(MATERIAL SHOWN Opens)

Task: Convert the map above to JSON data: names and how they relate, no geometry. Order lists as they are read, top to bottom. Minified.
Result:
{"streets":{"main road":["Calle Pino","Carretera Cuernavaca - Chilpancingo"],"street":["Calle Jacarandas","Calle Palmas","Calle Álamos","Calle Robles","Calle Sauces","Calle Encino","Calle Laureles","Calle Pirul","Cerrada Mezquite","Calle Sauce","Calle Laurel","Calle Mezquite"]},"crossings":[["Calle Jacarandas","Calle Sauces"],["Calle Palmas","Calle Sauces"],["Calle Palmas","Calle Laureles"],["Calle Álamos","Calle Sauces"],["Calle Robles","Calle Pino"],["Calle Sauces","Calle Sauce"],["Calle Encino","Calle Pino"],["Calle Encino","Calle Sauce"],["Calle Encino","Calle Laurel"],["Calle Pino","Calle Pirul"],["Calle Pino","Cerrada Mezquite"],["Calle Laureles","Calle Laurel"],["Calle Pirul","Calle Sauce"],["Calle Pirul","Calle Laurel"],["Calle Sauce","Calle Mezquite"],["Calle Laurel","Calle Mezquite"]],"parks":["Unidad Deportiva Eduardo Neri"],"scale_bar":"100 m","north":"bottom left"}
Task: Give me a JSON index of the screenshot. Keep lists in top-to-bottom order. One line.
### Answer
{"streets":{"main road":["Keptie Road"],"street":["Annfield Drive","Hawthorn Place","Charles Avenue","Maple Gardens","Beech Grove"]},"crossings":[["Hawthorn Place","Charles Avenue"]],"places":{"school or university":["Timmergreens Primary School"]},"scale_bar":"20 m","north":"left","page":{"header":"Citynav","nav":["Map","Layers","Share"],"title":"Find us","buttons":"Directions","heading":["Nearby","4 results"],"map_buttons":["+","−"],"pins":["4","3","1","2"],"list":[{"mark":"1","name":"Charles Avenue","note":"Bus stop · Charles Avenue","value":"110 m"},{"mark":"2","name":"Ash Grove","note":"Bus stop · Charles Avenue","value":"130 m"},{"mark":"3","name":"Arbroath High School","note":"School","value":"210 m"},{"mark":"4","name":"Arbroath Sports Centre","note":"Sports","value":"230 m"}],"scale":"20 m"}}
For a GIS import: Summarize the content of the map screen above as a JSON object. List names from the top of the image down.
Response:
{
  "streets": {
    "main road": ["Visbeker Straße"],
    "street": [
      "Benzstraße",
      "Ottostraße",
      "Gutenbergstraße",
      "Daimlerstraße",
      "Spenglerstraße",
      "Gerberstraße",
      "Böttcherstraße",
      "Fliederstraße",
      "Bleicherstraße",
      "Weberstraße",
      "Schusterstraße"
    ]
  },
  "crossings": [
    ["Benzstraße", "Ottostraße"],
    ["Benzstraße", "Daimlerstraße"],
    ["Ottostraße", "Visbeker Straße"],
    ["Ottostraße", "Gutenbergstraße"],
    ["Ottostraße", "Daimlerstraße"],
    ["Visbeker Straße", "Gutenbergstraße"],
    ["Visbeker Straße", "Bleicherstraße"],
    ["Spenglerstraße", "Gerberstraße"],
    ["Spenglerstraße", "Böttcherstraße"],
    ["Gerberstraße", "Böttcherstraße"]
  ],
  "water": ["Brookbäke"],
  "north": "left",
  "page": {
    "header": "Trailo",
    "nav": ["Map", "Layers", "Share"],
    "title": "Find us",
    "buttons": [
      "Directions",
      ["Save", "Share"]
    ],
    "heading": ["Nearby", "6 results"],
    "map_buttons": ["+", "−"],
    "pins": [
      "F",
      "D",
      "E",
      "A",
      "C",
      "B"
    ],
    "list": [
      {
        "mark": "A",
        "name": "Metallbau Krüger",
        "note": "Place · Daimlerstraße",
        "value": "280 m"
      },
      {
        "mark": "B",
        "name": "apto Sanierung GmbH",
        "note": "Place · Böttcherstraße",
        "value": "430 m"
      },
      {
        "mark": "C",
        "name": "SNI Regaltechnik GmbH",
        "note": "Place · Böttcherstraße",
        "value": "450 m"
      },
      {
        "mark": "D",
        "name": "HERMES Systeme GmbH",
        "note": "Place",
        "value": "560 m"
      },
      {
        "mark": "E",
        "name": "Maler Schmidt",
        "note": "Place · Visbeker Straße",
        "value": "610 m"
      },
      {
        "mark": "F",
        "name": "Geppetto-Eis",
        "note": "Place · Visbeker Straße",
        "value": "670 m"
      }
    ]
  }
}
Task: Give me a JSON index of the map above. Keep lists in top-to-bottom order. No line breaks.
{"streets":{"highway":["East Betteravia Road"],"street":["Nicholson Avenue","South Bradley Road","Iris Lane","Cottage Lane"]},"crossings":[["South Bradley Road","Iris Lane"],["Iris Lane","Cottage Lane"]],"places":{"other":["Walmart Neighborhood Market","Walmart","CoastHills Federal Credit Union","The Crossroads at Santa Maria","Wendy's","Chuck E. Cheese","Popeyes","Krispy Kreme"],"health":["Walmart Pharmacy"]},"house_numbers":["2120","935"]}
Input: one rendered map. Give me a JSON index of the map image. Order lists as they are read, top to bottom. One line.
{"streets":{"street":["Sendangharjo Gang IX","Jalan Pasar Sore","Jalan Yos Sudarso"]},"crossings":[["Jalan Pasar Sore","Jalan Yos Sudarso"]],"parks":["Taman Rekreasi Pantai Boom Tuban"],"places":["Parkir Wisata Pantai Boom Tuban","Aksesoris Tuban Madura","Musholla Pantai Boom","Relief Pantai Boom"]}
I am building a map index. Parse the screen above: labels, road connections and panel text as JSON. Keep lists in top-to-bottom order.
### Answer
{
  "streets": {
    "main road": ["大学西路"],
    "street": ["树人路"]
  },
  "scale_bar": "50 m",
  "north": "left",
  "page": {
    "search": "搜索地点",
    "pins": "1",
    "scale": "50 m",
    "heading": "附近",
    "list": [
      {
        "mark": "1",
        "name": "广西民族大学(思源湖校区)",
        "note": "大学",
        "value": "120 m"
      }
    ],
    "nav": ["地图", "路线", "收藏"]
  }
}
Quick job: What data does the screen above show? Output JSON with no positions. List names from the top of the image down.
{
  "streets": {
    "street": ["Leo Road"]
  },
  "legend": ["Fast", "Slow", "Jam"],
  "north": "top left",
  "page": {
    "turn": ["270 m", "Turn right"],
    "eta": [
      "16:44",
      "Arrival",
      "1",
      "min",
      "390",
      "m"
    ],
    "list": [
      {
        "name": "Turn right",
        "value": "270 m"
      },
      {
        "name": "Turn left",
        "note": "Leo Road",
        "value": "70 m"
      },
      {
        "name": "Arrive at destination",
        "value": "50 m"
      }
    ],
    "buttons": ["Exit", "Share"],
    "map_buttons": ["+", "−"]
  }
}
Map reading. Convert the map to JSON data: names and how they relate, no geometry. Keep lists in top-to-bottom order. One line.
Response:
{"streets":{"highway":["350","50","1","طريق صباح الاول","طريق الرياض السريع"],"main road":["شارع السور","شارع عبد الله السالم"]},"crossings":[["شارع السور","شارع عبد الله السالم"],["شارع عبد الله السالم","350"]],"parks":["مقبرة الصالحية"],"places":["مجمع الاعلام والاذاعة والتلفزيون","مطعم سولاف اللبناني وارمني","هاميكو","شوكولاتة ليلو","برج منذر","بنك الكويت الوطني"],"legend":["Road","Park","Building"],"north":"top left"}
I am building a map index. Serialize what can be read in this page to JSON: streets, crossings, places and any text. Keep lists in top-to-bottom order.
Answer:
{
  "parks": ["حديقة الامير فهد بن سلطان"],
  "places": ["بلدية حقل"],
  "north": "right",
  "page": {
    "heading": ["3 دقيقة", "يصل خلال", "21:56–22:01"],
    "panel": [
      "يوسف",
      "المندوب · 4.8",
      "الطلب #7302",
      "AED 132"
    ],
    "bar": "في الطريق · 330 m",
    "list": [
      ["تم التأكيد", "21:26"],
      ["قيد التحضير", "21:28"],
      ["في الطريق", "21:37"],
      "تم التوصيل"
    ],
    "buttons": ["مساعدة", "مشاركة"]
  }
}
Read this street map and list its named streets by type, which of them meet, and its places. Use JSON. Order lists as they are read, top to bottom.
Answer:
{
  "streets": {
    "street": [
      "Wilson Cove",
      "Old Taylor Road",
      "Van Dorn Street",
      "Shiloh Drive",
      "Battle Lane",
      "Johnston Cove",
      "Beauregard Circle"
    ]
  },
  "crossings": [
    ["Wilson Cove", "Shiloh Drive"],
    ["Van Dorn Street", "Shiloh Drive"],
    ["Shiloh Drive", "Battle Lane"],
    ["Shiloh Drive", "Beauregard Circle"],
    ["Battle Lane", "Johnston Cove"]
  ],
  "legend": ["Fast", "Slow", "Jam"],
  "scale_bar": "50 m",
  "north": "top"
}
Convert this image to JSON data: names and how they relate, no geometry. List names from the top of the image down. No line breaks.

(MATERIAL SHOWN Closes)

## INSTRUCTIONS TO FOLLOW
Count how many lines in the data contain the word "text". Reply with that number only.

## YOUR RESPONSE
2